WHAT TO WORK ON: Search the entries below for "lines" and copy each matching line.

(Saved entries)
________

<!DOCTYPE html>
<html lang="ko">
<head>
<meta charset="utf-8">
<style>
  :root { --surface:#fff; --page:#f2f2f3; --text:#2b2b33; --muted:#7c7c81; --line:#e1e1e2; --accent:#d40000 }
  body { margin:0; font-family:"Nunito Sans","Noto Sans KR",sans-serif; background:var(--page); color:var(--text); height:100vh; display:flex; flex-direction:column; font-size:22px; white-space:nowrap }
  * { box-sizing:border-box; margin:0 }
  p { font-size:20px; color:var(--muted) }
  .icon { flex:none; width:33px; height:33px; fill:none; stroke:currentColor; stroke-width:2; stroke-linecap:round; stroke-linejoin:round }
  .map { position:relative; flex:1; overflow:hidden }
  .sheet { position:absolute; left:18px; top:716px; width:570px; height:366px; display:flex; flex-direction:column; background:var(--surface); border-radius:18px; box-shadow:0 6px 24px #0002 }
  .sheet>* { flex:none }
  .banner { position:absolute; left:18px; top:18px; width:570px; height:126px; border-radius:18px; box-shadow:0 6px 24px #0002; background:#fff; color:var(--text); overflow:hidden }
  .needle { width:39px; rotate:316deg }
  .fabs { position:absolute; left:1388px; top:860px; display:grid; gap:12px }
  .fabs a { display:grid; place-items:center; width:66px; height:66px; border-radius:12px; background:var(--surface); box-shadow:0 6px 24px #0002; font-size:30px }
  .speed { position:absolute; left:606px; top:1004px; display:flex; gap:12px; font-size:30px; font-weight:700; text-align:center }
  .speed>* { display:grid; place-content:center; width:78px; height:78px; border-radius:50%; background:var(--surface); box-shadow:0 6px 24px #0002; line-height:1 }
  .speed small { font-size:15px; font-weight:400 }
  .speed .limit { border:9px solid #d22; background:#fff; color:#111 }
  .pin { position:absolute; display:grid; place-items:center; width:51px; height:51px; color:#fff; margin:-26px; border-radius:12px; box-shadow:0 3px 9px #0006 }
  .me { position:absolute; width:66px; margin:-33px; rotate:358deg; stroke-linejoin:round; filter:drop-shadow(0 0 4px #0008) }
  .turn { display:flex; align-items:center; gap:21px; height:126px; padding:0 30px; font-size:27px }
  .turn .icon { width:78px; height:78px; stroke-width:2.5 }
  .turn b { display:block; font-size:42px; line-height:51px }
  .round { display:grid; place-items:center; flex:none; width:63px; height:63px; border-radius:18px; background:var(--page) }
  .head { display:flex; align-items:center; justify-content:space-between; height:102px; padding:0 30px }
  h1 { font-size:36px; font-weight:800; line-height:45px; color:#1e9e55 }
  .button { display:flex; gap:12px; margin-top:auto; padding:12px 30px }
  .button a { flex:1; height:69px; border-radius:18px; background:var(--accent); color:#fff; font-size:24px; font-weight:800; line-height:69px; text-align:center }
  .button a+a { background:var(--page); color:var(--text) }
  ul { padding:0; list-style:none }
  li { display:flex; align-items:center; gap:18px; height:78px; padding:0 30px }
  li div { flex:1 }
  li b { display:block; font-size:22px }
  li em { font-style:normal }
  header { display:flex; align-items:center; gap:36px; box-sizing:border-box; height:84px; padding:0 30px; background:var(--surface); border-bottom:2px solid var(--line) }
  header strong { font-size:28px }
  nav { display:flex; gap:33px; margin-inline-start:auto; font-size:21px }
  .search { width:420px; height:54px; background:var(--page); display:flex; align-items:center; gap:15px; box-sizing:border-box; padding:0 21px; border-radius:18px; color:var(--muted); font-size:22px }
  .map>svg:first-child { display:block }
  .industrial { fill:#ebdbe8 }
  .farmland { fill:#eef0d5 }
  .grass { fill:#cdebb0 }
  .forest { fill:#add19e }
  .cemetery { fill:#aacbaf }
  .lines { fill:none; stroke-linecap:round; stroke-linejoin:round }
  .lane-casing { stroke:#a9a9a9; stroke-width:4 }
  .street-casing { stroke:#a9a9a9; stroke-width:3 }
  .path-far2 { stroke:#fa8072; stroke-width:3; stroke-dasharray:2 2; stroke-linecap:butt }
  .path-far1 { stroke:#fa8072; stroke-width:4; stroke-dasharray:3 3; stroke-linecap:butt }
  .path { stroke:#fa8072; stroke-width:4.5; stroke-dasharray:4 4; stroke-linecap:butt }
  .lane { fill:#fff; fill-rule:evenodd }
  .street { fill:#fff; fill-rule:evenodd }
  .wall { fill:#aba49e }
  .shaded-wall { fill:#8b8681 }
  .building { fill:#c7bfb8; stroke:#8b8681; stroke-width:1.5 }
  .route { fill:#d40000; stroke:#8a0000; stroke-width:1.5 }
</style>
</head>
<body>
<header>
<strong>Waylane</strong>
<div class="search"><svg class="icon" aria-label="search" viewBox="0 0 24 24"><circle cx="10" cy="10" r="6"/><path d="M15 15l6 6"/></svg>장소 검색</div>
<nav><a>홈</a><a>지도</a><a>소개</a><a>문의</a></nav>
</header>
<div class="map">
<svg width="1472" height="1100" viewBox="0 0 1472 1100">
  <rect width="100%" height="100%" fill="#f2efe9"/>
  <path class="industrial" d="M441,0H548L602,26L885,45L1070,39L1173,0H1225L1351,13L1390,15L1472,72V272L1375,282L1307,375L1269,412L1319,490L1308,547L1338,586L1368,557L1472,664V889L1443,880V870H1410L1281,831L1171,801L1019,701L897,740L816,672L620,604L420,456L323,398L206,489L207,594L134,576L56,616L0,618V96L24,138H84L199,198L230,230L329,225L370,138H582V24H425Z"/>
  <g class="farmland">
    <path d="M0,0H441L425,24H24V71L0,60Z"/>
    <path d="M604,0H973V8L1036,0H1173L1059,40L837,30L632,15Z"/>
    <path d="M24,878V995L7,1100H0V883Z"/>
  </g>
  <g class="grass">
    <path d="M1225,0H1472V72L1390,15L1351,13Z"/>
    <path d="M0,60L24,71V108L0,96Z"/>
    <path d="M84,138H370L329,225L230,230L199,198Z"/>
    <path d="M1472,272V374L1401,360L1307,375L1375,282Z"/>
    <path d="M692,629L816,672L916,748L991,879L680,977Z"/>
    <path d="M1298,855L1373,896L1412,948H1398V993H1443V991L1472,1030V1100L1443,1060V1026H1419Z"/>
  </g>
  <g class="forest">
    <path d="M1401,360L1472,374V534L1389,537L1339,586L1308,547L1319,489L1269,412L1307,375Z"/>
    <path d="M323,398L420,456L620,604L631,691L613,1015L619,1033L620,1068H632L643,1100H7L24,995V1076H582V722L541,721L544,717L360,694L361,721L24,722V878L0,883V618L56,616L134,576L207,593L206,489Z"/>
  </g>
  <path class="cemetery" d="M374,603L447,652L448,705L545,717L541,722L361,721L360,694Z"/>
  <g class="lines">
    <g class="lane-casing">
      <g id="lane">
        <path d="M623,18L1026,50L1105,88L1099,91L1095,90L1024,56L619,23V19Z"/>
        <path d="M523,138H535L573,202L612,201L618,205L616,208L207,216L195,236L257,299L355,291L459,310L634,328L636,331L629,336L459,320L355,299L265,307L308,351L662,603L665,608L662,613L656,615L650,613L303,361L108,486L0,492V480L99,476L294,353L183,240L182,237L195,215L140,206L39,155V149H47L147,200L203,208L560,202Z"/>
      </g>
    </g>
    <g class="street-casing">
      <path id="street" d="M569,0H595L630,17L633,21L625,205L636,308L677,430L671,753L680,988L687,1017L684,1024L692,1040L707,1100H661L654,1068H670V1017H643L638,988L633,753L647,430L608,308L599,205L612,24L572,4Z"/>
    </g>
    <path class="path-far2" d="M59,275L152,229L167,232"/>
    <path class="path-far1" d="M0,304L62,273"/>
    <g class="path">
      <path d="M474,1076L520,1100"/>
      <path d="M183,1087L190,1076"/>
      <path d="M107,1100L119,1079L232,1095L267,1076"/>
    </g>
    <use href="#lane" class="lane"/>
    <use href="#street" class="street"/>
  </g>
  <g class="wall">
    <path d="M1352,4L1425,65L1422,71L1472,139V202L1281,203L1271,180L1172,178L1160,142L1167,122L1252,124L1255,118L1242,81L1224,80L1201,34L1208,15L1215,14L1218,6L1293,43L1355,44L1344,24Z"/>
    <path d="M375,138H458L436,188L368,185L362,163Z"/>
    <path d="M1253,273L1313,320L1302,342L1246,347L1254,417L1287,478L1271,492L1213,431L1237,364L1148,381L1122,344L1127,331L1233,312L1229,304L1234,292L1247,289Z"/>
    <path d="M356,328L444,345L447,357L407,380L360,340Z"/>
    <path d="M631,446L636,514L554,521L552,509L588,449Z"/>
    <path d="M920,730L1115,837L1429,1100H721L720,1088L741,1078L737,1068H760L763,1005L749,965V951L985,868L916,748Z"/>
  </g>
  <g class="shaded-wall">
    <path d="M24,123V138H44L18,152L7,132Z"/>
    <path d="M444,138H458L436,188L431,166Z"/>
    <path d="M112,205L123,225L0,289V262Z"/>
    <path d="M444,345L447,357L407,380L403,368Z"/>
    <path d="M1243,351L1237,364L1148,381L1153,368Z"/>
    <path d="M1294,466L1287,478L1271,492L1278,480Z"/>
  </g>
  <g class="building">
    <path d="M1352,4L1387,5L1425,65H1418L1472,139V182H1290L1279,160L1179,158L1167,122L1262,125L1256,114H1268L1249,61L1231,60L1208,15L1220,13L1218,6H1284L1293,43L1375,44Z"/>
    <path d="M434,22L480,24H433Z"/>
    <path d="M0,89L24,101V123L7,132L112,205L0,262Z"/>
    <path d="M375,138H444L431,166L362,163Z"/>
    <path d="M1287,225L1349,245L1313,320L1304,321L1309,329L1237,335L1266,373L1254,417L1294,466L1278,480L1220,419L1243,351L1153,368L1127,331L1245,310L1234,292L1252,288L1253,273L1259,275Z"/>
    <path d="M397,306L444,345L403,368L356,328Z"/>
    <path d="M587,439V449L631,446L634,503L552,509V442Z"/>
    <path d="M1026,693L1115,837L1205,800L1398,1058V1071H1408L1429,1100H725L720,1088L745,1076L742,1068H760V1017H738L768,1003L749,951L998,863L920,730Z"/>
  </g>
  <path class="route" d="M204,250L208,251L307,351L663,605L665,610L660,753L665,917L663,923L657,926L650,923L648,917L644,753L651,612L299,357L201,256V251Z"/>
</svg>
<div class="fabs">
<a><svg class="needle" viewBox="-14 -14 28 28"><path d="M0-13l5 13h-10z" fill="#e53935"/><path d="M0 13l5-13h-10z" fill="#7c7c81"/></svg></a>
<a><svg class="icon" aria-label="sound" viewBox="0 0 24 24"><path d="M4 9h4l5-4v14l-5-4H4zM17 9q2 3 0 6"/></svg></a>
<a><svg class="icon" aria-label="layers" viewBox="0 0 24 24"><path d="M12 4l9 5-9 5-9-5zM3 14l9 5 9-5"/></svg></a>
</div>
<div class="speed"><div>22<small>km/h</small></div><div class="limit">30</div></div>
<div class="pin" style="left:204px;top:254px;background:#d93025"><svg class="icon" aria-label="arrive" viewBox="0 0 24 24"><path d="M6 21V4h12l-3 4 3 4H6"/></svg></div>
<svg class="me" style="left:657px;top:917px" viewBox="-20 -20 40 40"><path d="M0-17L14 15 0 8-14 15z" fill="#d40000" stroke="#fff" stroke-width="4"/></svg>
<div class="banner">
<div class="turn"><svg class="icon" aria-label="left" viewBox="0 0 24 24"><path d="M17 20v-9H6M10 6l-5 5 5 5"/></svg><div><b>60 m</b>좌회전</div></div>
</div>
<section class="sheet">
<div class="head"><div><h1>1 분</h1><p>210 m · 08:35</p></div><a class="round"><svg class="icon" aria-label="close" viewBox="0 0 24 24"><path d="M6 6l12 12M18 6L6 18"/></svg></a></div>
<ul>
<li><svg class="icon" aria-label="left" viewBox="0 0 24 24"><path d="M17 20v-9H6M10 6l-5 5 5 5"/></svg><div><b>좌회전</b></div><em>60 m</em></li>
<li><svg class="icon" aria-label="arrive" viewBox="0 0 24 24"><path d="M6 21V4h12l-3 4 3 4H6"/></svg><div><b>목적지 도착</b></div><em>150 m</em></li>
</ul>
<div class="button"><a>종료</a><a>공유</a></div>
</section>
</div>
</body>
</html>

________

OUTPUT OF THE TASK:
  .lines { fill:none; stroke-linecap:round; stroke-linejoin:round }
  <g class="lines">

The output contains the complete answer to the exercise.